На эту раскадровку художник «нахлобучивал» надписи, следя за их смешной, бессмысленной беседой: раскидав по холсту овощи, оставлял что-нибудь вроде «Следует считаться с национальным самосознанием». Или обрывки новостей. Или, рассказывает Рогинская, Toujours plus («Все больше и больше» – название попавшейся ему на глаза книги французского социолога Франсуа де Клозе о потреблении). Или сентенции про гигиену, превращающие картину почти в плакат, – то, к чему он и стремился. Он ведь о работе в театре говорил, что вот там предмет обозначает самого себя. Кстати, про театральные свои дела он, по словам его вдовы, не особенно распространялся, но дорожил оформленной в середине 1970-х в Братске постановкой Константина Магидина «Живи и помни», где развесил над сценой шинели. Тоже пространство как портрет предметов. Ну а слова – тянут нить к концептуалистам? Едва ли, у тех интеллектуальная игра брала верх, Рогинскому это было не нужно.

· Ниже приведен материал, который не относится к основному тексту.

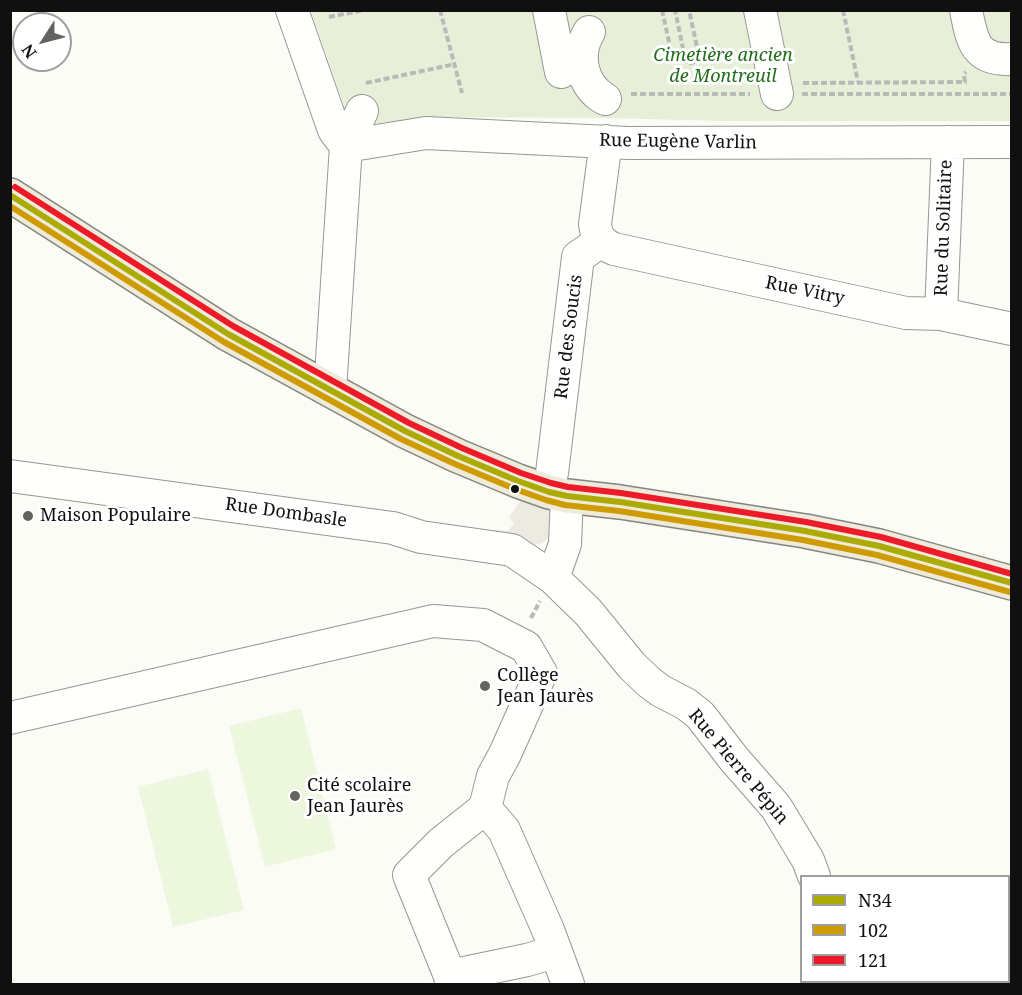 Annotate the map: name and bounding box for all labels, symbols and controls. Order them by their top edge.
north arrow [12,12,72,72]
text: N [16,40,42,63]
park label: Cimetière ancien de Montreuil [653,45,793,88]
street label: Rue Eugène Varlin [599,130,757,154]
street label: Rue du Solitaire [931,159,957,297]
street label: Rue Vitry [763,272,847,310]
street label: Rue des Soucis [551,273,587,401]
unlabelled marker [509,483,521,495]
street label: Rue Dombasle [224,494,348,532]
place label: Maison Populaire [40,505,191,527]
marker: Maison Populaire [21,509,35,523]
place label: Collège Jean Jaurès [497,665,594,708]
marker: Collège Jean Jaurès [478,679,492,693]
street label: Rue Pierre Pépin [683,705,793,829]
place label: Cité scolaire Jean Jaurès [307,775,411,818]
marker: Cité scolaire Jean Jaurès [288,789,302,803]
legend [800,875,1010,983]
text: N34 [858,888,892,912]
text: 102 [858,918,888,942]
text: 121 [858,948,888,972] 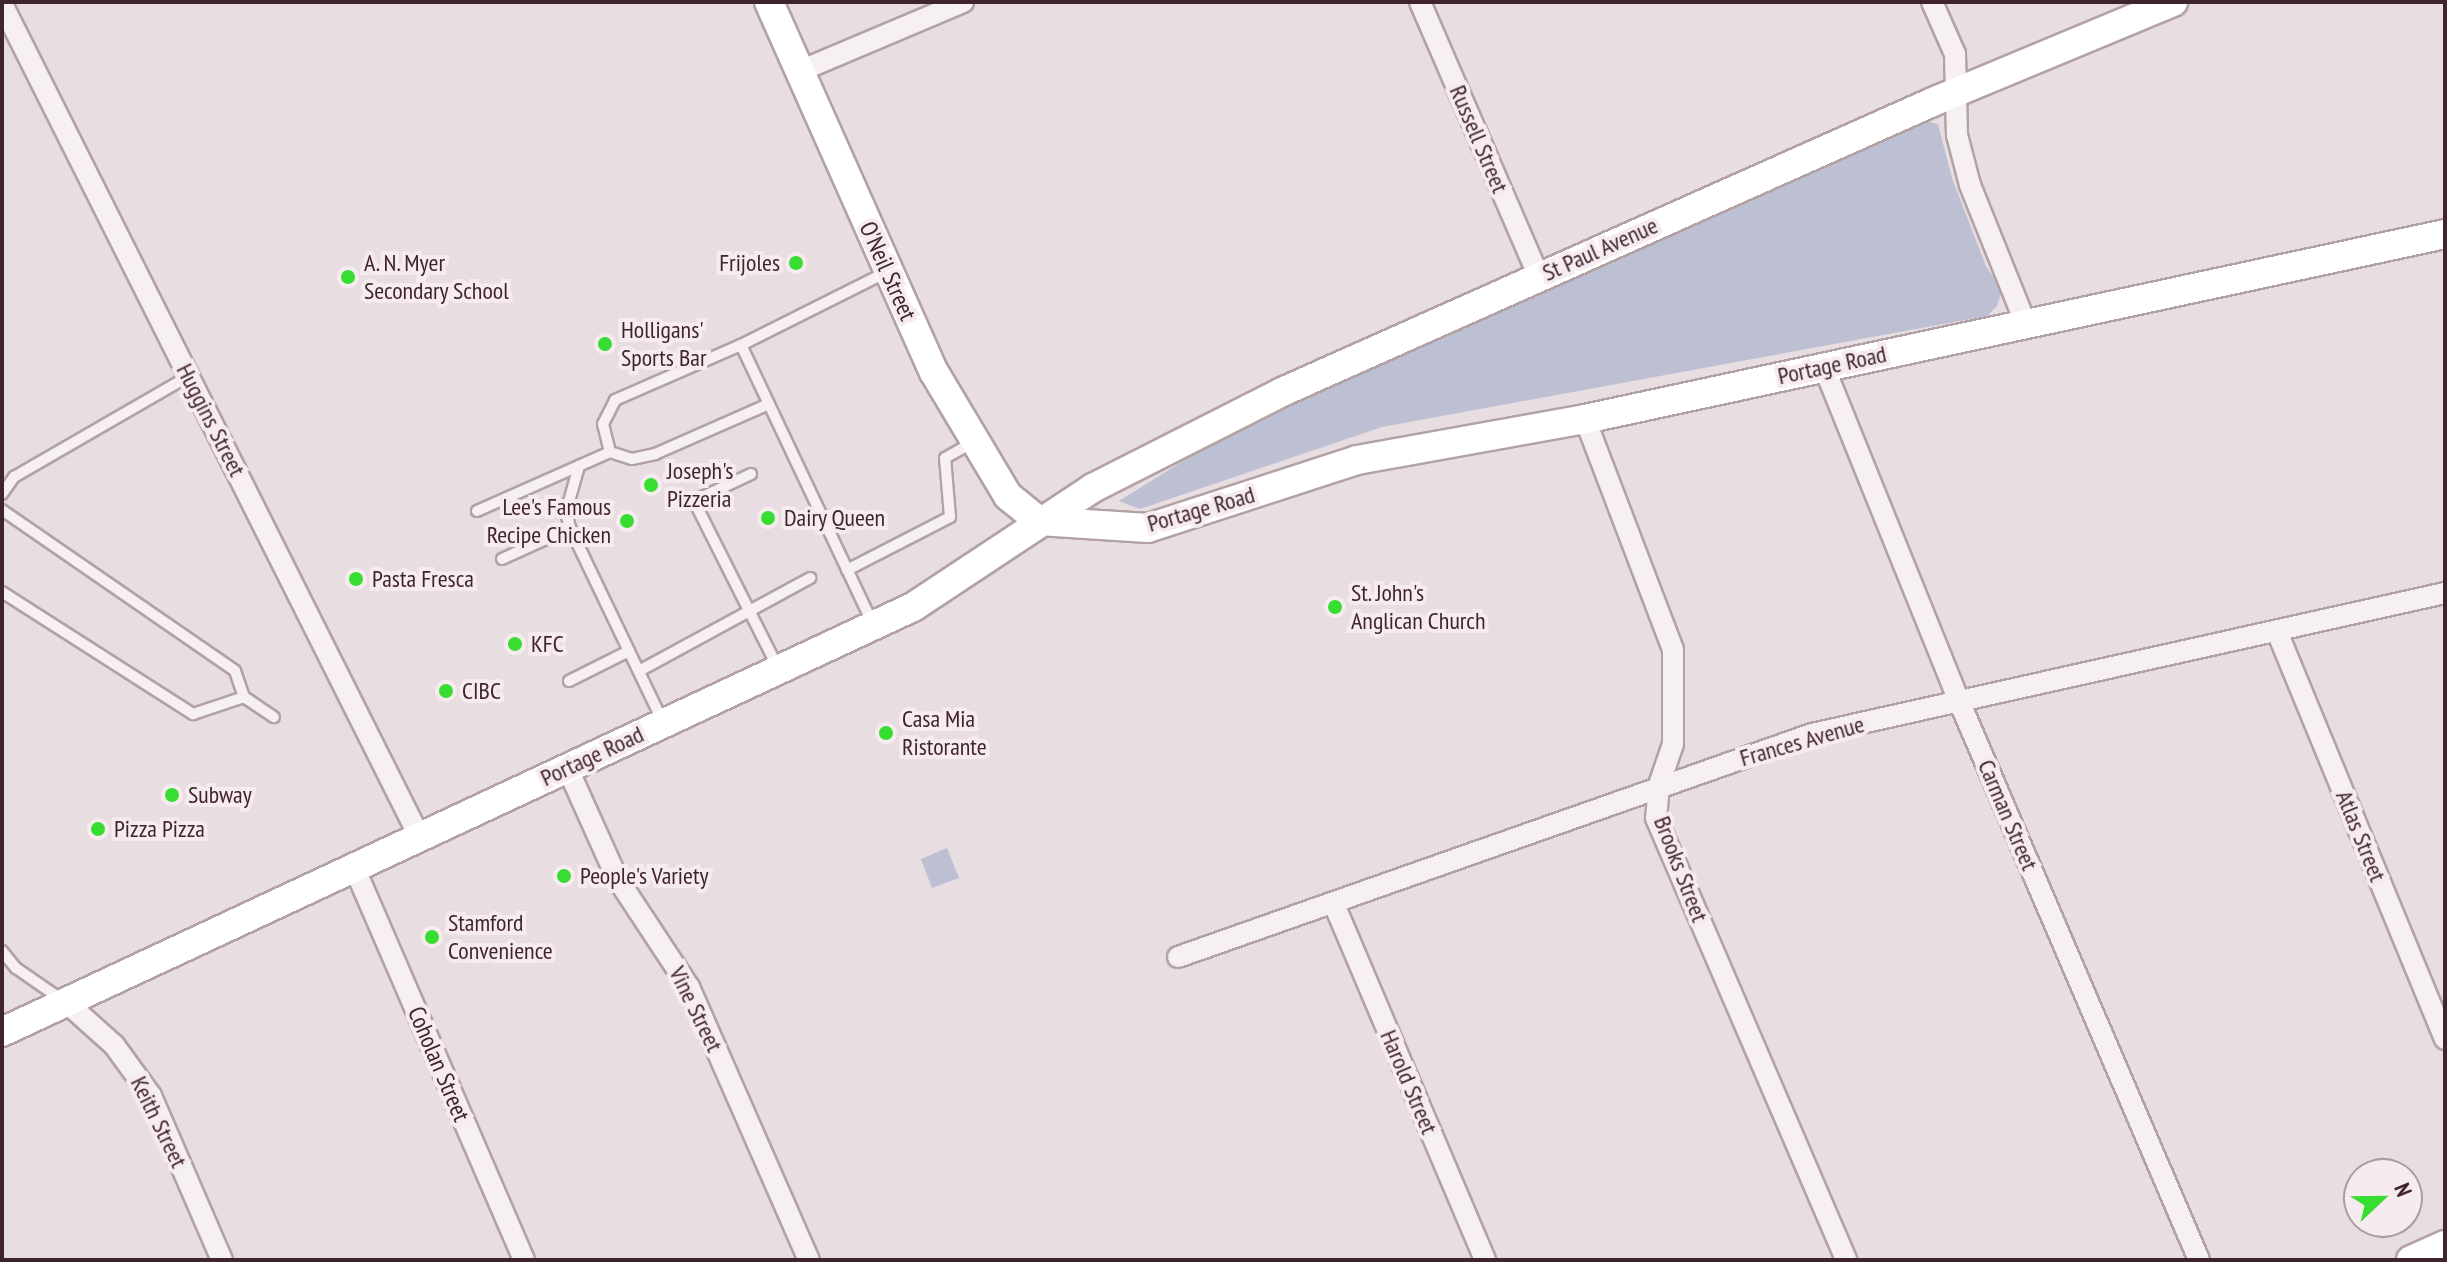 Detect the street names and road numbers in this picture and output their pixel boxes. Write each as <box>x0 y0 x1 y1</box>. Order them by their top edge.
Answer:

Почему 120 работ Рогинского попали на архитектурный фестиваль – ну, помимо того, что тут выделены разделы «Измерение пустоты» или «Интерьер. Пейзаж. Фигура в пространстве»? Куратор биеннале, голландский архитектор Рем Колхас темой всего смотра сделал «Основы» (Fundamentals) как переосмысление, подытоживание модернистской традиции, нащупывание в границах глобализма своей идентичности – не только для основного проекта, он попросил поразмыслить об этом и национальные павильоны. Будучи в параллельной программе, Рогинский вроде бы опять оказался по ту сторону, толкуя о своем и починяя примус, вслушиваясь в обрывки фраз, созерцая чистящих зубы и сидящих в учреждениях, не на поп-артистский манер ерничая, а уставясь на молчаливый чайник, который в иное время мог, если перефразировать Бродского, «собою заменить весь мир». Ирония Рогинского, не принимавшего Искусство, Живопись, если они с большой буквы, – серьезна, серьезность иронична. Чтобы сказать главное, довольно простого. Это паттерны, те самые основы, конструирующие его мир.